■ Activity ■
Each line below with the string "down" should be copied.

[Saved data entries]
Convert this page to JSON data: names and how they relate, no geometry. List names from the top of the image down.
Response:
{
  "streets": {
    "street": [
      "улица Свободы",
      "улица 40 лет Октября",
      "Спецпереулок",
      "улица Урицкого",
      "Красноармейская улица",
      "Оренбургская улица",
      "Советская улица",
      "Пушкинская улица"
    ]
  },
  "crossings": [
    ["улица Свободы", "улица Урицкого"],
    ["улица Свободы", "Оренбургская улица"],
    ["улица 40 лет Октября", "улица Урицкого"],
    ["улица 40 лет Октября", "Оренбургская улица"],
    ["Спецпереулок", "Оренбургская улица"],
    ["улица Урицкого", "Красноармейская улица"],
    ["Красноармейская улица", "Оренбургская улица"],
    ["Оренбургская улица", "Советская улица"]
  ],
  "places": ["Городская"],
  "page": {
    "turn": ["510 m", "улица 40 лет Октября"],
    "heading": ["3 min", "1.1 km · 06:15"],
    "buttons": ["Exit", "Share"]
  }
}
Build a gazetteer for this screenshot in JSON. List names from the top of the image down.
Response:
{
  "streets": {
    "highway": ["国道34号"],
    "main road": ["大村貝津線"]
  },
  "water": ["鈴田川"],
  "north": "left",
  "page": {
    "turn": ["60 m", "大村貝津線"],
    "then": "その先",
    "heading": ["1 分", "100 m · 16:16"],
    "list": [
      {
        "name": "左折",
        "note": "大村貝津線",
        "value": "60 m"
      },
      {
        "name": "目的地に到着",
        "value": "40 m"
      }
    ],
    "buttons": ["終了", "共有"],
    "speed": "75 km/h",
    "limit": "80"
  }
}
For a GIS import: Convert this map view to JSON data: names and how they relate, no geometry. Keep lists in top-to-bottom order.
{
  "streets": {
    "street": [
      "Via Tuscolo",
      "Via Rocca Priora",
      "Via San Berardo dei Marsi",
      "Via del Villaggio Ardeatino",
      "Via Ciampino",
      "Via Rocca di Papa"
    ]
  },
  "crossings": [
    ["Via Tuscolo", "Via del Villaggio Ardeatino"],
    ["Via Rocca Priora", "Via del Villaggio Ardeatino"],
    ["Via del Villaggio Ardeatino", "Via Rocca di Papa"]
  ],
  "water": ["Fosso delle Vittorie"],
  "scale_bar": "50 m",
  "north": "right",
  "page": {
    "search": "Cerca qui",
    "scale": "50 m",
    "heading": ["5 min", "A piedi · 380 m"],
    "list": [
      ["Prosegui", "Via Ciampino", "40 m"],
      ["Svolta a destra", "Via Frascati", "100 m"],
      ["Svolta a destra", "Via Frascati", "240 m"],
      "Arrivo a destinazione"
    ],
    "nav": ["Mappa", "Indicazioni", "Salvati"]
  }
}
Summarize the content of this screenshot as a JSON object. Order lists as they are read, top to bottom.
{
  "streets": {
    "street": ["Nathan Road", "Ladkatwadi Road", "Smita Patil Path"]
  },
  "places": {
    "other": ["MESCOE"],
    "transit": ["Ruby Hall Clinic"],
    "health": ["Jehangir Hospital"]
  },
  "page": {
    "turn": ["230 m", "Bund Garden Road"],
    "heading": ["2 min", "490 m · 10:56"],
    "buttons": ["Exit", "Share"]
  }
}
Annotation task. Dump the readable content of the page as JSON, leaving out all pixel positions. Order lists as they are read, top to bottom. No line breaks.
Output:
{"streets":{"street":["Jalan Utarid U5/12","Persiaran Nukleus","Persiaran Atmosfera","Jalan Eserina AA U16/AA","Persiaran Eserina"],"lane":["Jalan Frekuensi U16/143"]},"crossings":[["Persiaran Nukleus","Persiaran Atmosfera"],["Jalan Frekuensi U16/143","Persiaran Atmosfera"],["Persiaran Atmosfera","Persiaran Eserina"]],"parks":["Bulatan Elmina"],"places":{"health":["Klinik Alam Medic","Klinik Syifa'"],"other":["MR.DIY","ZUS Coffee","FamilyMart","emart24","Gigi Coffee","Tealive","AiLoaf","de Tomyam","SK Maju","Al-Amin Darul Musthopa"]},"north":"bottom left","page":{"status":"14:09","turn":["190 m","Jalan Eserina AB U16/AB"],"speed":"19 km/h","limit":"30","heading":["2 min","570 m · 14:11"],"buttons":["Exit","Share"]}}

■ Answer box ■
Convert this page to JSON data: names and how they relate, no geometry. List names from the top of the image down.
Build a gazetteer for this screenshot in JSON. List names from the top of the image down.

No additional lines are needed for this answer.